I ran the next code to get the coefficients and critic value of the function:
m1=cov.wt(Craneos1)$center m1=data.matrix(m1) m2=cov.wt(Craneos2)$center m2=data.matrix(m2) D=((nrow(Craneos1)-1)*var(Craneos1)+(nrow(Craneos2)-1)*var(Craneos2))/30 d=solve(D)%*%(m1-m2) d # Estos son los coeficientes de la función 0.5*t(m1+m2)%*%d # Este es el punto crítico
I get the next results:
> d # Coefficients of the discriminant analysis [,1] x1 -0.089306662 x2 0.155774683 x3 0.005231617 x4 -0.177194601 x5 -0.177408670 > 0.5*t(m1+m2)%*%d # Este es el punto crítico [,1] [1,] -30.46349
These results are exactly the same as those ones that appeared in a book I am studying.

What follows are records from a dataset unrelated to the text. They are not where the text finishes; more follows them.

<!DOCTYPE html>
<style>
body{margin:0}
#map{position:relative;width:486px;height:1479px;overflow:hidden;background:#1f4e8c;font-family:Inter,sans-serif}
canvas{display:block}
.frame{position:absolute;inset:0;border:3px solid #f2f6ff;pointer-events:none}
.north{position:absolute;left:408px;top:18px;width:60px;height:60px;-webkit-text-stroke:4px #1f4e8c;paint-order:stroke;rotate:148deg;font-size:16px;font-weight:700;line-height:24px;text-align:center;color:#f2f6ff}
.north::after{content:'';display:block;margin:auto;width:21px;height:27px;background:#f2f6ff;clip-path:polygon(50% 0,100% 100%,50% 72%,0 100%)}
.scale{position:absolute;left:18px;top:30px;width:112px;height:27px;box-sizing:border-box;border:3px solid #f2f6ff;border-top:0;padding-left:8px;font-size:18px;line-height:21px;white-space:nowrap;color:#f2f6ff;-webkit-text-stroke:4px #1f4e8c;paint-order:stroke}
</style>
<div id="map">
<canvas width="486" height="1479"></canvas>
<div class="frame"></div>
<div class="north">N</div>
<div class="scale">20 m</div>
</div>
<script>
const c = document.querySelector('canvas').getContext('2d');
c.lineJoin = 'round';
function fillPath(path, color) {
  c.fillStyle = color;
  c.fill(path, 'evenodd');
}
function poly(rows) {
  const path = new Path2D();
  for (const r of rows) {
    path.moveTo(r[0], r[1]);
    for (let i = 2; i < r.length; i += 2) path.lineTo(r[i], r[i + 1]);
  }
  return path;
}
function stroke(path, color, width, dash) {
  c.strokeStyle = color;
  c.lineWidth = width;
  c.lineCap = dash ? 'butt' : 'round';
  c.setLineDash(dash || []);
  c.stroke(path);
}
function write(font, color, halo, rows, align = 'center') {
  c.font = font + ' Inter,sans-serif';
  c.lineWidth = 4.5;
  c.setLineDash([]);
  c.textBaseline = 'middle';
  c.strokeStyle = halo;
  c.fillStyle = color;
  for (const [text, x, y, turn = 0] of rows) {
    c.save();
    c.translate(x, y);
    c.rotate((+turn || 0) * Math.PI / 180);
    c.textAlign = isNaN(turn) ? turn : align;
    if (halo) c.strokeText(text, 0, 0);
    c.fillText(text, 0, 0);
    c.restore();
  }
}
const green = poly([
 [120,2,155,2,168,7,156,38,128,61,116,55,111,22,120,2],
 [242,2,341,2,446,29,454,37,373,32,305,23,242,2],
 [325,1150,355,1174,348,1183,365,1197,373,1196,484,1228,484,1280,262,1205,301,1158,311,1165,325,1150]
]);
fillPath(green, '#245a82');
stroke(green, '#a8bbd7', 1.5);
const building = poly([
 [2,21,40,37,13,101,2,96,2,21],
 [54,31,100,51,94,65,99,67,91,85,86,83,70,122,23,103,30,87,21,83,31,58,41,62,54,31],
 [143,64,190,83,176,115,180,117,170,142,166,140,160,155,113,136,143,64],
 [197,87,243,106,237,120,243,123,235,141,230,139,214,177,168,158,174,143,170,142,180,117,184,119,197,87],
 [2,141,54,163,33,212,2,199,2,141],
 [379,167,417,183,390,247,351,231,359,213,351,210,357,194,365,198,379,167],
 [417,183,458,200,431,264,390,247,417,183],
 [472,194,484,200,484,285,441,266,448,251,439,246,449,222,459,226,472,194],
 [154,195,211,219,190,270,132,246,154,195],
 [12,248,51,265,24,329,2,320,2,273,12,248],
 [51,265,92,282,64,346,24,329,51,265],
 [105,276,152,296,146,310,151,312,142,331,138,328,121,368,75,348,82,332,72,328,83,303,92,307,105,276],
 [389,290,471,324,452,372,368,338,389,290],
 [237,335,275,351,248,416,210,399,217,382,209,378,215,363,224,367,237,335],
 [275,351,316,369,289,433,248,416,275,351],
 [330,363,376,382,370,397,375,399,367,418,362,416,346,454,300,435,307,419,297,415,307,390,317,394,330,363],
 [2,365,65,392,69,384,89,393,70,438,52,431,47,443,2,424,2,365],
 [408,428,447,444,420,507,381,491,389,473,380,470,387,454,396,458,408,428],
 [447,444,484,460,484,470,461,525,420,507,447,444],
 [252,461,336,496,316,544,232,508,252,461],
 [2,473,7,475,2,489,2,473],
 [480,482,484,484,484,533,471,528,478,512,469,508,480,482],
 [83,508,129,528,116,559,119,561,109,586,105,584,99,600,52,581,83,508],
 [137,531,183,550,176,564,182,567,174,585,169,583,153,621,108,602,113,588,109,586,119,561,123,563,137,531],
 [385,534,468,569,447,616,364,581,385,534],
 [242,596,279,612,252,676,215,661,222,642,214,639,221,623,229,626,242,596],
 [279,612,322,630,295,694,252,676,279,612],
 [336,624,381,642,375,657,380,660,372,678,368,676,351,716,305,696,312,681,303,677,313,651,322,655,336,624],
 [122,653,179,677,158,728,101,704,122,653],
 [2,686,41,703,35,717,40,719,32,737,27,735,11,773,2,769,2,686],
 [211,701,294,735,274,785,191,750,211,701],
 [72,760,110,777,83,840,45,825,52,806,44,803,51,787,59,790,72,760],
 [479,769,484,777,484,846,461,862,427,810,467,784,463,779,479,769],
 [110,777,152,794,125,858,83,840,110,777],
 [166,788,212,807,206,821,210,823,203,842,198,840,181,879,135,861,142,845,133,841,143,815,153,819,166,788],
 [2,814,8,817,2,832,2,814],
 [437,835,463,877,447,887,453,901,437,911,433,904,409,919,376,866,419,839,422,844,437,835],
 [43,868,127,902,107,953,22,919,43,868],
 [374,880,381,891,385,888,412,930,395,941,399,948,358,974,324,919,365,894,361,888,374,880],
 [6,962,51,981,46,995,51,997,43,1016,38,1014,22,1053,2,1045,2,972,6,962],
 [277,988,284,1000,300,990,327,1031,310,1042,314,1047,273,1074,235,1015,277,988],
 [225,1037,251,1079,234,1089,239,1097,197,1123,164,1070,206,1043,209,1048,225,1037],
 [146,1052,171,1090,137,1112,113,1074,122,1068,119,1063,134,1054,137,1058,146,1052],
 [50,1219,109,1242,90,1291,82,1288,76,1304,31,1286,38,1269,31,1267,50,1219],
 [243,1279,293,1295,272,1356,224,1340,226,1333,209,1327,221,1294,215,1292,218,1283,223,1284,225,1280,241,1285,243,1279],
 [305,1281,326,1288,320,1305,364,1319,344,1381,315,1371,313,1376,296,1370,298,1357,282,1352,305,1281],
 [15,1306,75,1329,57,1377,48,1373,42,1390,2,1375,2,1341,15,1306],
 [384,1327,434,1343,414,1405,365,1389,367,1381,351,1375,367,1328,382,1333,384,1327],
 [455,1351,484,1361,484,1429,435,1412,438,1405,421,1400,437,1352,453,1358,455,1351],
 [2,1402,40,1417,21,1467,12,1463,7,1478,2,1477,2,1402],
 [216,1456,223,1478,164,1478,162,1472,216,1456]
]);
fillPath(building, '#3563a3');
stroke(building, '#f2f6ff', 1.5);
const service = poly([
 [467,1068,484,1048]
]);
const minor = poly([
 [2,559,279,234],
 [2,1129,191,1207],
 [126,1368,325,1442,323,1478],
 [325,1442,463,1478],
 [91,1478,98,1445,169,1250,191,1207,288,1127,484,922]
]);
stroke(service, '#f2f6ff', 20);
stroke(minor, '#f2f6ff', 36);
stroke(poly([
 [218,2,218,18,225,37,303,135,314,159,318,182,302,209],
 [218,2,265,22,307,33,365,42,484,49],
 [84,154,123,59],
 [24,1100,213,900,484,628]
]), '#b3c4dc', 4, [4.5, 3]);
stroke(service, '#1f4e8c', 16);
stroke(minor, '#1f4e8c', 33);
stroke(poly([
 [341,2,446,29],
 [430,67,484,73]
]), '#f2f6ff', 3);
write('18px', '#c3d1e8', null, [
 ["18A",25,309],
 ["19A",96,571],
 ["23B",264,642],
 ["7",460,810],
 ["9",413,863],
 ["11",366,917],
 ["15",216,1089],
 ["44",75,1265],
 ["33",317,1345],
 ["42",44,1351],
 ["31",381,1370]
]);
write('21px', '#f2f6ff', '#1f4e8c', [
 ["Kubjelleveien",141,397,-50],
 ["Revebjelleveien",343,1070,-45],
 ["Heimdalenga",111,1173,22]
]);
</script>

I reordered the last two tables into only one with the first column as a factor:
In this case, I used the function lda (from the package MASS), since it has been widely used in examples on internet.
I ran the next command:
Which displayed the next results:
> lda(group~.,data=Datos) Call: lda(group ~ ., data = Datos) Prior probabilities of groups: CRANEOS1 CRANEOS2 0.53125 0.46875 Group means: X1 X2 X3 X4 X5 CRANEOS1 174.8235 139.3529 132.0000 69.82353 130.3529 CRANEOS2 185.7333 138.7333 134.7667 76.46667 137.5000 Coefficients of linear discriminants: LD1 X1 0.047726591 X2 -0.083247929 X3 -0.002795841 X4 0.094695000 X5 0.094809401
My questions are:
Is there anything wrong in the code displayed above?
Why are the both coefficients different depending on the mode used?
Which of them must be more reliable?
How can I get the critic value using the Mode 2?